For this benchmark we use these configurations below. The code for the benchmark can be found at Tokenizers Benchmark source code

Spec: Core i7 8550U 4 cores 8 threads
Jupyter notebook on windows 11
python 3.9.7

DATASET
https://github.com/UniversalDependencies/UD_Vietnamese-VTB 1400 sentences

REQUIREMENTS
conll==4.4.1
ViSpacy==0.0.1 https://gitlab.com/trungtv/vi_spacy/-/raw/master/vi_core_news_lg/dist/vi_core_news_lg-0.0.1.tar.gz
Underthesea==1.3.4a1
Vncorenlp==1.0.3 
Java

Annotate speed

Word annotation is a multi-step pipeline, it starts with word segmentation then doing POS Tagging (Parts of Speech Tagging), NER (Name Entity Recognition) and more. Unfortunately, our dataset doesn’t have groundtruth for NER, but we still do NER processing mainly to compare annotation speed.

Tokenize speed

If we do word segmentation alone, the improvement between version 1.3.3 and 1.3.4 is huge at 1.5 times the speed, very impressive for a pure python implementation. Noted ViSpacy result is missing as they don’t have separate function for word segmentation. Speed alone doesn’t make a good tokenizer, but it makes processing milions of words a lot less painful. For accuracy comparision, while it heavily depends on the dataset in use, it does paint an overal picture on quality of a tokenizer.
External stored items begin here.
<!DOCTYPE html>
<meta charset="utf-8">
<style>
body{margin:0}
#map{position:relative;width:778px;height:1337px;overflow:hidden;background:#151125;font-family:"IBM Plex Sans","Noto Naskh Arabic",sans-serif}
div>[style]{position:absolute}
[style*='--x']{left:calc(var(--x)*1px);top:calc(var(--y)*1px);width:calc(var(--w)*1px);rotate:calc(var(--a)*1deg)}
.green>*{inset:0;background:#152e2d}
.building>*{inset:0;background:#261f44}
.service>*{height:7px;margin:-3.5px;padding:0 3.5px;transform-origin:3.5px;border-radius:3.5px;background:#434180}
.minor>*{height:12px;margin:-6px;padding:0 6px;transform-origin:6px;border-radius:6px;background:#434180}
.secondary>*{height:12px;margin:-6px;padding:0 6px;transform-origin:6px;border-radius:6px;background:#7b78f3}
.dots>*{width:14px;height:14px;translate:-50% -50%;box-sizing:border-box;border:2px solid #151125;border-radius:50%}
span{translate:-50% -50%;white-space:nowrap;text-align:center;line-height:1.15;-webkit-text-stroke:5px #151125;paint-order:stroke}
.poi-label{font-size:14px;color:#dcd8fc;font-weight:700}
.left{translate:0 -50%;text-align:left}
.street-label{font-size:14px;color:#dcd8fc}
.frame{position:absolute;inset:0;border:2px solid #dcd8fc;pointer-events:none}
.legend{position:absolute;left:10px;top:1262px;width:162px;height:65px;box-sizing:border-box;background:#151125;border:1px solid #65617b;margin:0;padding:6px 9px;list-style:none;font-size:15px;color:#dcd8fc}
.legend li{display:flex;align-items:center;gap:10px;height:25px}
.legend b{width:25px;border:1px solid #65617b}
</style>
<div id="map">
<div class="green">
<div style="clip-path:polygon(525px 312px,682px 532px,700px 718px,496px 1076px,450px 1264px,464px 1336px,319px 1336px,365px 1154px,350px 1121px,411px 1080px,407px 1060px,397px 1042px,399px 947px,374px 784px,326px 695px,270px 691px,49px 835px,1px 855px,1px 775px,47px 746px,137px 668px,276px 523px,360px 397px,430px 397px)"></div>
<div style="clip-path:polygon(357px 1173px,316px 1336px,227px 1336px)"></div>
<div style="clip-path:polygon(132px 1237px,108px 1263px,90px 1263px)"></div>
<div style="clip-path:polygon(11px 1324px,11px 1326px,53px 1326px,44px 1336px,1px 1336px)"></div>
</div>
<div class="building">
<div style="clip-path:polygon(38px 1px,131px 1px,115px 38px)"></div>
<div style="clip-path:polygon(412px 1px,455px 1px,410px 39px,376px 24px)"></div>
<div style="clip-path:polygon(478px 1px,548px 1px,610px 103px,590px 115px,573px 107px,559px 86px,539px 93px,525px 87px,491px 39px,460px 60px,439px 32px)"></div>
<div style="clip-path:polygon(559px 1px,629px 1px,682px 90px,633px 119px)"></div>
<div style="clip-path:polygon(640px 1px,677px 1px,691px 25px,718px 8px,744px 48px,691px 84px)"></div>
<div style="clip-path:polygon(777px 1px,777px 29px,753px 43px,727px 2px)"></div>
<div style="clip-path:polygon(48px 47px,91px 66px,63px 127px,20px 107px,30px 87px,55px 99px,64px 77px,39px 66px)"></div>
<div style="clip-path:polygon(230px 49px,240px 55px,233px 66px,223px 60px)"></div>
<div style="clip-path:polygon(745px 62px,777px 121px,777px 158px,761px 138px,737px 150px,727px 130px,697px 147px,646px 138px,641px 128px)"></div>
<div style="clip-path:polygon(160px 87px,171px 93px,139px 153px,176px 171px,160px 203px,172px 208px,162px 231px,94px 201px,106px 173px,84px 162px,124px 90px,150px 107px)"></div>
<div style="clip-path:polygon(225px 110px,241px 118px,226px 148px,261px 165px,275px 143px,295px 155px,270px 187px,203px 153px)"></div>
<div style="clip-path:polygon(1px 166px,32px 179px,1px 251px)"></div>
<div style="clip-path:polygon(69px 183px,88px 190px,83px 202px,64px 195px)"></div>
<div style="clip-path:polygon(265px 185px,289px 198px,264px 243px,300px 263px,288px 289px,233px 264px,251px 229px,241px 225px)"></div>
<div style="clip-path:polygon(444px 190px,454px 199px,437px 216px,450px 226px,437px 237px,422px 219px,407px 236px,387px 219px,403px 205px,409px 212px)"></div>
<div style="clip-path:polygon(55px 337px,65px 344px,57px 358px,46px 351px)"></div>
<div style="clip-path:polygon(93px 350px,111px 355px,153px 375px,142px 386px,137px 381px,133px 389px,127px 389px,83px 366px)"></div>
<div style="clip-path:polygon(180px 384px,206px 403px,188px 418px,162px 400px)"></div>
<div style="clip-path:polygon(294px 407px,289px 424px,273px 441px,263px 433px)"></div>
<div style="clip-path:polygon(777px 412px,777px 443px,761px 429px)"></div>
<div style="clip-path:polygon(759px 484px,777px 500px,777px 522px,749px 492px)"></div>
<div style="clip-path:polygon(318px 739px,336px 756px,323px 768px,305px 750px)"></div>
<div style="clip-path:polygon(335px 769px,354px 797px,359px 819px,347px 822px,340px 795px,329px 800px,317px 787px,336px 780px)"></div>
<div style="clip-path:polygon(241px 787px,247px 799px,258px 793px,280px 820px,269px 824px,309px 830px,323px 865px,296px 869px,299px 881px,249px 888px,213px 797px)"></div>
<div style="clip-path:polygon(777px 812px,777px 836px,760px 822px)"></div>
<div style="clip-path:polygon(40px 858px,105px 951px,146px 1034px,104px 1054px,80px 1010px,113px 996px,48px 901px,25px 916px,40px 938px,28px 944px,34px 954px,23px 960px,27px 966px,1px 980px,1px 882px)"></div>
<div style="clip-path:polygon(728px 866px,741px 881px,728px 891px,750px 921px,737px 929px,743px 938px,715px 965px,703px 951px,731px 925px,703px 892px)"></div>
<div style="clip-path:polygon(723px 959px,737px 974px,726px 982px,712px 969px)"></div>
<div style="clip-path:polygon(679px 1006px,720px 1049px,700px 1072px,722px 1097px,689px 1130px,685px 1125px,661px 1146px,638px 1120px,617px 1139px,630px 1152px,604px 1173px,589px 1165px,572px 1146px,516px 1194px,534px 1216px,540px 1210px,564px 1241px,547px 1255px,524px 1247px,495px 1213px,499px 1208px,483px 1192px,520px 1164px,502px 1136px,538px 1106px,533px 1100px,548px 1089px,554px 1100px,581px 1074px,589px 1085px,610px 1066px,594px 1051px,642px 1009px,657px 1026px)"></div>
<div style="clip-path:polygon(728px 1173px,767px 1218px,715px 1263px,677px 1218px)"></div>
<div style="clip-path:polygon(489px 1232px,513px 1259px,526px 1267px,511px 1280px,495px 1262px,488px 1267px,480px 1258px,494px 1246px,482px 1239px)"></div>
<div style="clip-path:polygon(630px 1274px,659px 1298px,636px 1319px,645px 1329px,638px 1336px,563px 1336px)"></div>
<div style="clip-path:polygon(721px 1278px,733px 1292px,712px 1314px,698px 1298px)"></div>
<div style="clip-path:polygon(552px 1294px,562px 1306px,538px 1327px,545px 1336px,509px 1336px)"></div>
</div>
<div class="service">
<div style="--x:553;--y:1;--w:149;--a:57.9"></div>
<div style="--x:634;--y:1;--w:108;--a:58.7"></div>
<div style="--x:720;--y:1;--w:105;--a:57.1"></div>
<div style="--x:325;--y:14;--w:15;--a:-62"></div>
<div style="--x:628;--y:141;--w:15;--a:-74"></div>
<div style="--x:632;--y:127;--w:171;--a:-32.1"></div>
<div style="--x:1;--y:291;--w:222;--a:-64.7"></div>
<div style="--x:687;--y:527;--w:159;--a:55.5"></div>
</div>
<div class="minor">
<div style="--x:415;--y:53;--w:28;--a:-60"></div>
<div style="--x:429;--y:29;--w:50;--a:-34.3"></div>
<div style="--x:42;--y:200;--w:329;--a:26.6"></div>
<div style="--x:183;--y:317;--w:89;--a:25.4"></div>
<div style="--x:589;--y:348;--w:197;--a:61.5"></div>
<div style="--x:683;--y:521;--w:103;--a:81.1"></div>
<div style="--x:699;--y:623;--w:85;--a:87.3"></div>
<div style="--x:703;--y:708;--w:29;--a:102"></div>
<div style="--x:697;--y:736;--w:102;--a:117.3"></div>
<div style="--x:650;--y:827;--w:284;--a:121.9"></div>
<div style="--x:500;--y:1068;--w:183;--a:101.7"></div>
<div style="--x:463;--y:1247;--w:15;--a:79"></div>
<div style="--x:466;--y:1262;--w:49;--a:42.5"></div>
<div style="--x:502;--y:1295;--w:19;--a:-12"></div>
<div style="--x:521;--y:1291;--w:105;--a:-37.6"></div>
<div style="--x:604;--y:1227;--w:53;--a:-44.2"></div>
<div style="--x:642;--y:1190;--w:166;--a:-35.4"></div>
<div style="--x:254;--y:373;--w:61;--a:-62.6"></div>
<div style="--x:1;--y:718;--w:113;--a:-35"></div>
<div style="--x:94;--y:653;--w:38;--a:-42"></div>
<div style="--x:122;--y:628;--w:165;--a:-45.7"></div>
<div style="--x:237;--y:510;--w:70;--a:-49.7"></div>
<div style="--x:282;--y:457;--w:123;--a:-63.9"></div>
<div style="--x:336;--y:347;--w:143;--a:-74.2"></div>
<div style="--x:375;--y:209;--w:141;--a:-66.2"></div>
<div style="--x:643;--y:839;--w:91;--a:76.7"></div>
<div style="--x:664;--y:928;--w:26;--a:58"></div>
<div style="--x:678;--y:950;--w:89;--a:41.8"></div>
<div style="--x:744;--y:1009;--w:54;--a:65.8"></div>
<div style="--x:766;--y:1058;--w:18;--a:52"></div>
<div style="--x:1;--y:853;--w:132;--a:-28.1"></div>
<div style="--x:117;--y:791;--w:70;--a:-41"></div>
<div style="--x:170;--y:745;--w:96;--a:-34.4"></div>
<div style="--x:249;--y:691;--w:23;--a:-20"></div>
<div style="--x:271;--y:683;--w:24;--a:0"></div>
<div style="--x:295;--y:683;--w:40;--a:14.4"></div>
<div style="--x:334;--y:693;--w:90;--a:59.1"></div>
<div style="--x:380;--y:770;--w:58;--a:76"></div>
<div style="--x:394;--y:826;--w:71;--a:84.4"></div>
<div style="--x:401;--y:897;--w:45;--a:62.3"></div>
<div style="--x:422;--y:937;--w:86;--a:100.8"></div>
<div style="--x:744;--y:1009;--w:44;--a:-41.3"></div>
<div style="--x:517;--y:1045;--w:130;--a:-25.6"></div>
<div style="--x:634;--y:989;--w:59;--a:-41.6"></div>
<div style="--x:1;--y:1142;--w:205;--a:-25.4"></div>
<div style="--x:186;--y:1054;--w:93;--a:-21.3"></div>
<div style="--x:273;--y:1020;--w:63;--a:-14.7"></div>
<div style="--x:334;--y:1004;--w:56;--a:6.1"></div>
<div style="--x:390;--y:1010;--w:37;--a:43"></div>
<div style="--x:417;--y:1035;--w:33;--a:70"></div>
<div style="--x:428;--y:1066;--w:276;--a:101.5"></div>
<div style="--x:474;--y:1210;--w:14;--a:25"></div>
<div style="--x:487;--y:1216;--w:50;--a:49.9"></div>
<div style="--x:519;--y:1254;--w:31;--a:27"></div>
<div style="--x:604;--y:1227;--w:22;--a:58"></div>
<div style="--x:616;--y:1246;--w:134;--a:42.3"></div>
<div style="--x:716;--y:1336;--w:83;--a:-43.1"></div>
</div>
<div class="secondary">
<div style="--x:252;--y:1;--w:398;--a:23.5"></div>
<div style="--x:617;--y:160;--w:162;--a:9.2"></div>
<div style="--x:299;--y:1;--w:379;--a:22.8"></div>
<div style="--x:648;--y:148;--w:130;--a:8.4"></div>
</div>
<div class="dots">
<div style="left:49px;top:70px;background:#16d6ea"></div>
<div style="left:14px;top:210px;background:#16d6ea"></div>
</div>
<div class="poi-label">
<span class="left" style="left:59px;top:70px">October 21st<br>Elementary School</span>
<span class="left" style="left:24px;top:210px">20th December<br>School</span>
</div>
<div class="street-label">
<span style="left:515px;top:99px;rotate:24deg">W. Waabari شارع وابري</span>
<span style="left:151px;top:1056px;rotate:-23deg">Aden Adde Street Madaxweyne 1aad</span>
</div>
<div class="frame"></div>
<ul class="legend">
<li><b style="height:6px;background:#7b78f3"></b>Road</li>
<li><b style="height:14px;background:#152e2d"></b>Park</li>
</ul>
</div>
Word segmentation and POS tag accuracy

There are other tokenizers out there with python support but due to my windows machine I didn’t have the means to build from source right now. Coccoc tokenizer in particular promise very high segmentation speed by using C++ for the core and python wrapper for end user convenient, a good candidate for running benchmark when I have spare time to get Linux environment ready.